This past week a close friend of mine lost his mom. She was in the hospital recovering from an illness, but her prognosis was good and the staff was ready to send her home. A few hours later a blood clot took her life.
In a tribute he wrote for her funeral, my friend described an epiphany he had while attending the funeral of his grandfather some years earlier. As he looked around the church and saw all the sadness and emotion, he thought: “I wonder how much of this is grief and how much of this is regret?”

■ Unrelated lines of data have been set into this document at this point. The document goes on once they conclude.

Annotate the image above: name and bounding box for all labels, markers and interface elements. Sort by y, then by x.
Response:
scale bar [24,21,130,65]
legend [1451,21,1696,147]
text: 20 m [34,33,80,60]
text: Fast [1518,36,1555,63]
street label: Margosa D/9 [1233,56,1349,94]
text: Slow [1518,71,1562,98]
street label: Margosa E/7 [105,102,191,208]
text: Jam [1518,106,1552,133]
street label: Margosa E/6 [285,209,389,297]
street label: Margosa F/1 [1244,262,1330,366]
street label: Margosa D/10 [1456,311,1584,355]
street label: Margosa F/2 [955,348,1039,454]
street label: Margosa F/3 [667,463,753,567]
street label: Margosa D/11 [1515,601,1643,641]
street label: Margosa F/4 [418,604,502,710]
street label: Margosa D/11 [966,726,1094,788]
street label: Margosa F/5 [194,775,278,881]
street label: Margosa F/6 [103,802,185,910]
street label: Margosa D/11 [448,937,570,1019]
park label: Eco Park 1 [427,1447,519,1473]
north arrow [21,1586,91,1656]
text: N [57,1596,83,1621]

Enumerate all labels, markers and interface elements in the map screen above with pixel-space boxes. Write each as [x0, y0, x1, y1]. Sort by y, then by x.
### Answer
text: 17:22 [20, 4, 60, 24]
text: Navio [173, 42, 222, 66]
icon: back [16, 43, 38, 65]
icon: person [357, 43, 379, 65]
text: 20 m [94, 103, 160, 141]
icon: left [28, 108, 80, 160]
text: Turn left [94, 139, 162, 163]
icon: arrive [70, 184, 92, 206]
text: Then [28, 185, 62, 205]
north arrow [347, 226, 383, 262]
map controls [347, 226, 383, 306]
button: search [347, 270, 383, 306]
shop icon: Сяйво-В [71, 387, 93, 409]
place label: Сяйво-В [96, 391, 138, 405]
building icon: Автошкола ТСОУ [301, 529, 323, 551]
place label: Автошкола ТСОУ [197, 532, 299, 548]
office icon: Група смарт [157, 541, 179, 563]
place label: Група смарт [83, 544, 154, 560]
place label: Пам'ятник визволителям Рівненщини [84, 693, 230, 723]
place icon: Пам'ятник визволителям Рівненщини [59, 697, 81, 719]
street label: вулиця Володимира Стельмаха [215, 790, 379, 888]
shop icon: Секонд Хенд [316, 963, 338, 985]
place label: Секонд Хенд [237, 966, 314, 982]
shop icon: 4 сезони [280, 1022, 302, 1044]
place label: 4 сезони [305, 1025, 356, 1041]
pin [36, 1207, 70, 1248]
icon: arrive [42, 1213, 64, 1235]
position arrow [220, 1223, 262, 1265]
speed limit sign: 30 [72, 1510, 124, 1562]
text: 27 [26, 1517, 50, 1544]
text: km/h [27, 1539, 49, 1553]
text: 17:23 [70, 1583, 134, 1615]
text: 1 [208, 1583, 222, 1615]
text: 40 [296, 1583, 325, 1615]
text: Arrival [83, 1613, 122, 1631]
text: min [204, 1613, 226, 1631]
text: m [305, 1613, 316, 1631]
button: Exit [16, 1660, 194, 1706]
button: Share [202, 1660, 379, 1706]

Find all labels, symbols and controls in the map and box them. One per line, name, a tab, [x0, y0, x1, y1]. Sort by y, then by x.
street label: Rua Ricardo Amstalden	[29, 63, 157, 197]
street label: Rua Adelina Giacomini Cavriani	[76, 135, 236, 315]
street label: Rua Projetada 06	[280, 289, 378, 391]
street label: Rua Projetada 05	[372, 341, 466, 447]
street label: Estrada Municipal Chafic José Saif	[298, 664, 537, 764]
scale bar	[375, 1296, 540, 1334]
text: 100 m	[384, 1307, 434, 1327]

As he reflected on that, he realized that he would one day be burying his own parents. When that day came, he knew there would be plenty of grief, but he didn’t want that grief to be “stained and pained” by regret as well. So he got very intentional about those relationships. He invested time, effort and money to make sure they were as good as they could be. And when he got word about his mom, here’s how he described his feelings:
“Pure grief…uncontaminated by regret.”
Yes, he felt incredible pain, but the pain was not compounded by feelings of lost opportunities and missed chances. If anything, the grief was softened by the many joyful memories that were a byproduct of his close relationship with his mom.
The Life Change
“I wonder how much of this is grief and how much of this is regret?” When I read that statement, it stopped me cold. I thought of painful losses in my own life and realized that, almost without exception, part of what I was feeling was regret. Sometimes, MOST of what I was feeling was regret. How about you? I’m guessing you have one or two examples in your own life as well. We all get plenty of “at bats” with pain.
- The pain we feel when a loved one dies
- The pain we feel when our kids grow up and leave the house
- The pain we feel when a relationship ends
- The pain we feel when a close friend moves away
- The pain we feel when our health changes, placing limits on what we can do
- The pain we feel with missed opportunities or risks not taken
- The pain we feel when life draws to a close
We don’t have our kids, spouse, friends, family, health, youth, jobs, money or opportunities forever. For this one brief life, we get to be a steward of those things. They ebb and flow as we live, but one day they’re gone. For most of us, that will happen gradually. For others, it may happen all at once. We can’t control the loss, nor can we can control the grief we feel because of it. But we can control the regret by doing everything possible to make the most out of our opportunities. Are you doing that? Will you do that? The holidays are here and you’ll have plenty of opportunities to make the most out of your time with friends and family. The New Year is coming and you’ll get a chance to start fresh and focus on what matters. To paraphrase Mary Oliver, make the most out of your one wild and precious life. Then, when time closes the door on something, you can be sad to see it go, but so glad that it happened to begin with.